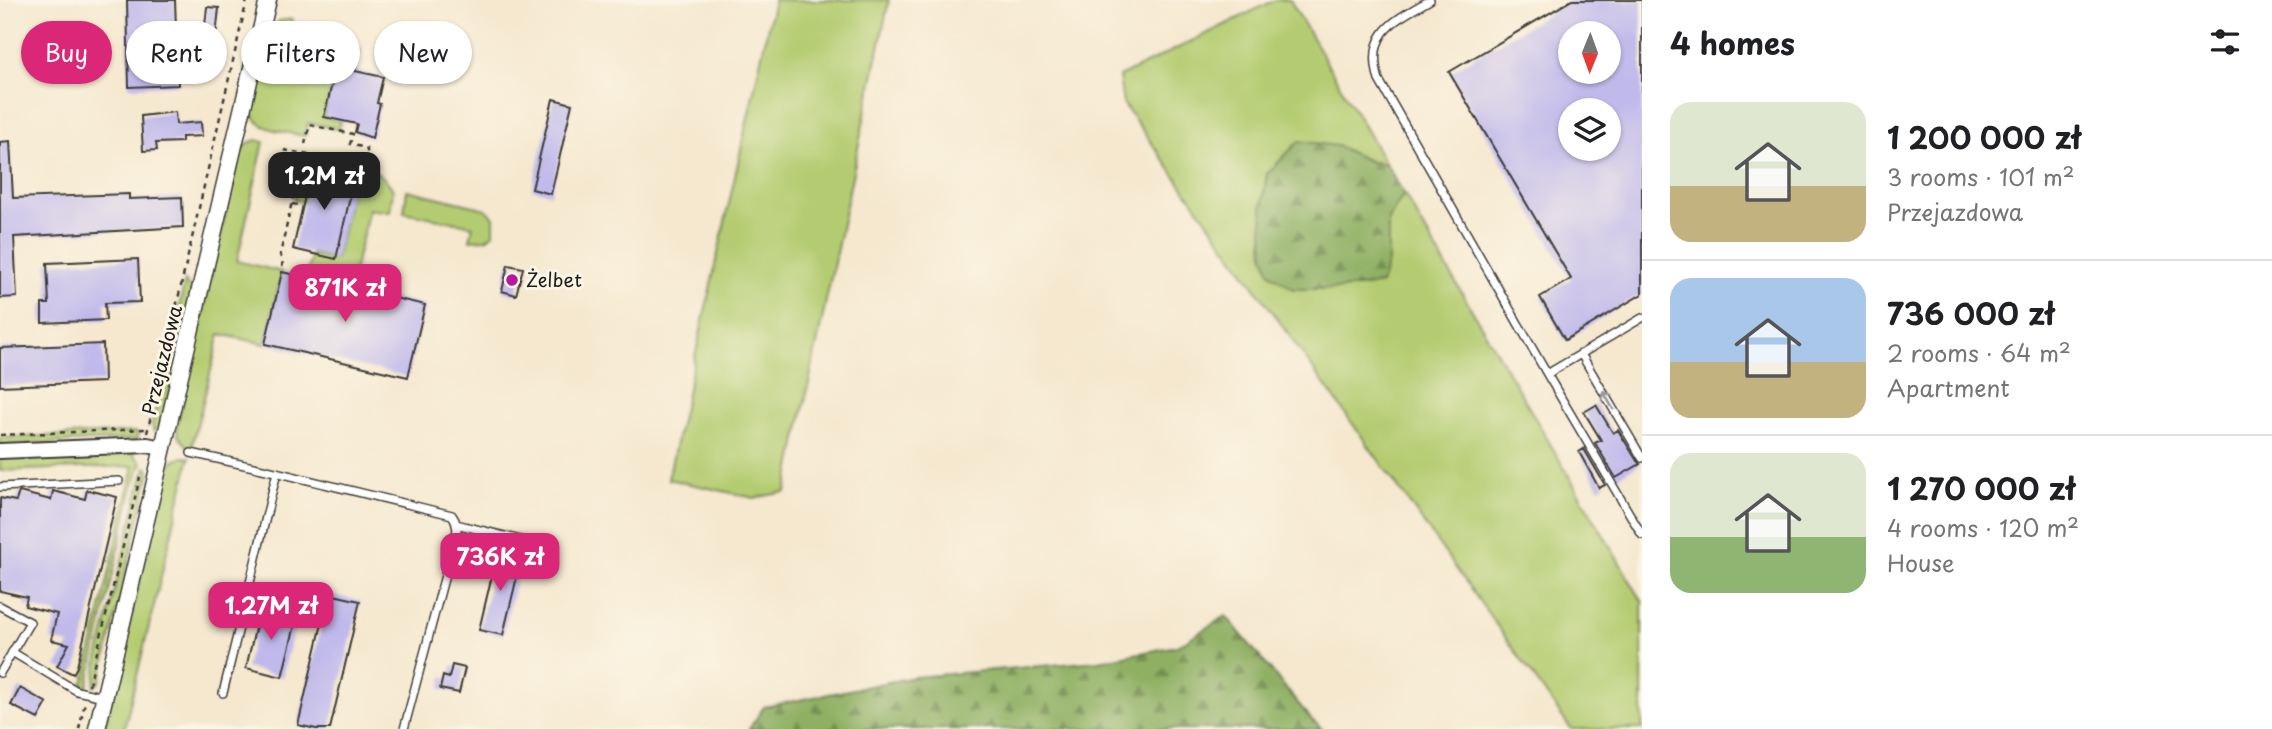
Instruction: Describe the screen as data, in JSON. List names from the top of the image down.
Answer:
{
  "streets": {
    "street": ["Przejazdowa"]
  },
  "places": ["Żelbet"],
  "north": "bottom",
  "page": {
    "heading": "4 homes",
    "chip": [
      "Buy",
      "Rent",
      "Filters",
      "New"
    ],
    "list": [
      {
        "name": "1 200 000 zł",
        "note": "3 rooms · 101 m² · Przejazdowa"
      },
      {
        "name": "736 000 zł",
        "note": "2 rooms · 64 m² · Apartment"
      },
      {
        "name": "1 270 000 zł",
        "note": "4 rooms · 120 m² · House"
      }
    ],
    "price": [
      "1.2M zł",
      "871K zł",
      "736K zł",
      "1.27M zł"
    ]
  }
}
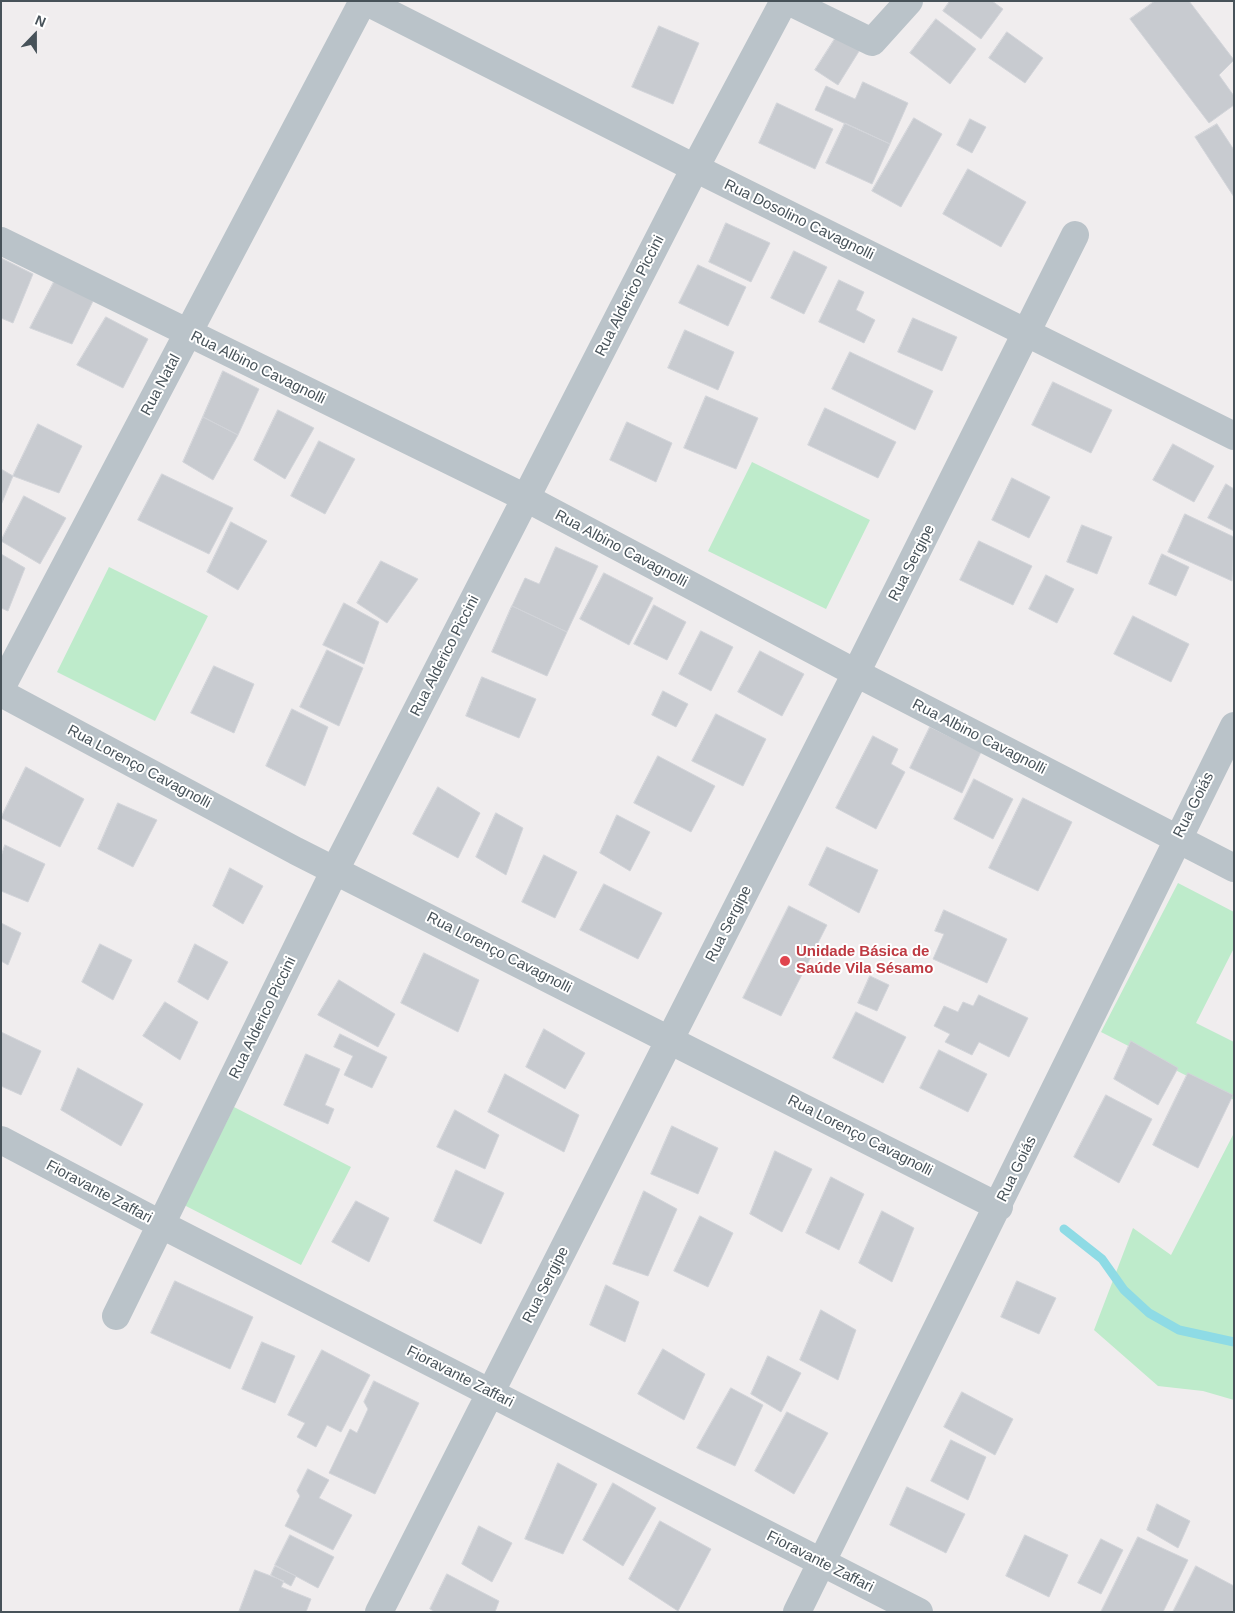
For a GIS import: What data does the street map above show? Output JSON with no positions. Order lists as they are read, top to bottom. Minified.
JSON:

### ASSIGNED TASK
The job here is to find each line above with the word "data" and copy it.

### ANSWER FOR THIS EXERCISE
Instruction: Describe the screen as data, in JSON. List names from the top of the image down.
For a GIS import: What data does the street map above show? Output JSON with no positions. Order lists as they are read, top to bottom. Minified.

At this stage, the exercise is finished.